Entry No. 92 — the Colorado Springs file — filed under: art-nouveau
Van Briggle Memorial Pottery Building
Most people drive past this 1907 building near Monument Valley Park without realizing they're looking at one of the great Art Nouveau tile works in America. Artus Van Briggle was a brilliant young potter who died of TB at 35; his widow Anne built this as a working pottery and a memorial to him, sheathing the walls in more than 5,000 of her own glazed tiles and crowning it with two massive bottle-shaped kiln chimneys covered in terra-cotta flowers. Today it quietly houses Colorado College's facilities department — a gorgeous, half-secret monument to grief hiding in plain sight.

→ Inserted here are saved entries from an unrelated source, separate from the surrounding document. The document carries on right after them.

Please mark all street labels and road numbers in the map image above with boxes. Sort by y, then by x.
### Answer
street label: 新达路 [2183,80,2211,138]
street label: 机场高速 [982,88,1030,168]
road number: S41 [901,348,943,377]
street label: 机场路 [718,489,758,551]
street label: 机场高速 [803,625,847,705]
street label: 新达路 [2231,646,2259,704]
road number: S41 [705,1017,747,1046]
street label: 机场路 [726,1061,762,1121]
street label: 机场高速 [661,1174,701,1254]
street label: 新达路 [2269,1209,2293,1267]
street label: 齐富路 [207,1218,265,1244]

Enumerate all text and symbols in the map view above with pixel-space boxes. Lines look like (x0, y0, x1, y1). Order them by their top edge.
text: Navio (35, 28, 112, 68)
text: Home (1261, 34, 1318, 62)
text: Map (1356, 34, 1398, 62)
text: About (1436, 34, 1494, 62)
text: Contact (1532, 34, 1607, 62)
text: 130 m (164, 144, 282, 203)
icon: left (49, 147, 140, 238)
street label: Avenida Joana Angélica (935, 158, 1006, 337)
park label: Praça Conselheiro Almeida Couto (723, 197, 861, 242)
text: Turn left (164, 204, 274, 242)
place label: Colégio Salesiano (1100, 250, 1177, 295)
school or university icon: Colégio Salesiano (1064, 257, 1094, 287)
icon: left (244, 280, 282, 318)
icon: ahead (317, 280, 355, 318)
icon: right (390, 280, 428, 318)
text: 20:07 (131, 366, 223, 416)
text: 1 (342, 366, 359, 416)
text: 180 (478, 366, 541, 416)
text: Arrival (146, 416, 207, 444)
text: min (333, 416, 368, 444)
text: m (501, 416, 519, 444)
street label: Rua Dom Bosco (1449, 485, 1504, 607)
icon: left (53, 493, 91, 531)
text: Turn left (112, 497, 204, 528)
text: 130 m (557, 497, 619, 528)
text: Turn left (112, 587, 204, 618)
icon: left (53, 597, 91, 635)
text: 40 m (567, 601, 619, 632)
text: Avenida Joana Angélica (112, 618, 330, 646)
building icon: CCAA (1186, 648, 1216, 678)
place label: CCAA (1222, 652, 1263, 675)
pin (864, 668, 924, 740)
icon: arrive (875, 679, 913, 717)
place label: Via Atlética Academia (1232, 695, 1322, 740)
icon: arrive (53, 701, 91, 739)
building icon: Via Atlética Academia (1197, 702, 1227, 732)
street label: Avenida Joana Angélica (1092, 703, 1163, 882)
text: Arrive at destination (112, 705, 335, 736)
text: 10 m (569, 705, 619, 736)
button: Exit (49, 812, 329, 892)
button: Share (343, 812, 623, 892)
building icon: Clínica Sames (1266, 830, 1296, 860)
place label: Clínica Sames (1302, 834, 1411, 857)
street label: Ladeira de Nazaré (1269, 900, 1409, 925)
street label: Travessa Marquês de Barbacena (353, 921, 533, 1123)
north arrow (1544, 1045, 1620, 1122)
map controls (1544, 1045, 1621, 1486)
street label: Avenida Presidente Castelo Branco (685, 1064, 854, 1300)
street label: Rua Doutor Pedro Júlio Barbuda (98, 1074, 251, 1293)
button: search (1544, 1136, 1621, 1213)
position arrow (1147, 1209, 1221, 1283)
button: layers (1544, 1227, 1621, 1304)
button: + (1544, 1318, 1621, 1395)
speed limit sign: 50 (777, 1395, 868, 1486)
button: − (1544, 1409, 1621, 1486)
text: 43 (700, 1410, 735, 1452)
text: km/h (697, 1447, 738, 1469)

The move: Stroll over from Monument Valley Park and circle the building slowly — hunt the conjoined-AA logo tiles, the floral terra-cotta, and the two great bottle kilns — then read each other the story of the widow who built it. Time it for the fall festival if you want to get inside.
📍 Before you go It's a working Colorado College office building — the draw is the exterior, free and anytime. Inside is open to the public only during the fall festival; don't disturb staff otherwise.
- 📍 Westside / Monument Valley Park
- 💸 Free
- ⚡ Low-key
- 🌗 Outdoors
Where: 1125 Glen Ave (SE of W Uintah St & Glen Ave, by Monument Valley Park), Colorado Springs, CO 80904
Hours: Exterior viewable anytime (now CC offices). Interior tours only during the annual fall Historic Van Briggle Pottery Festival.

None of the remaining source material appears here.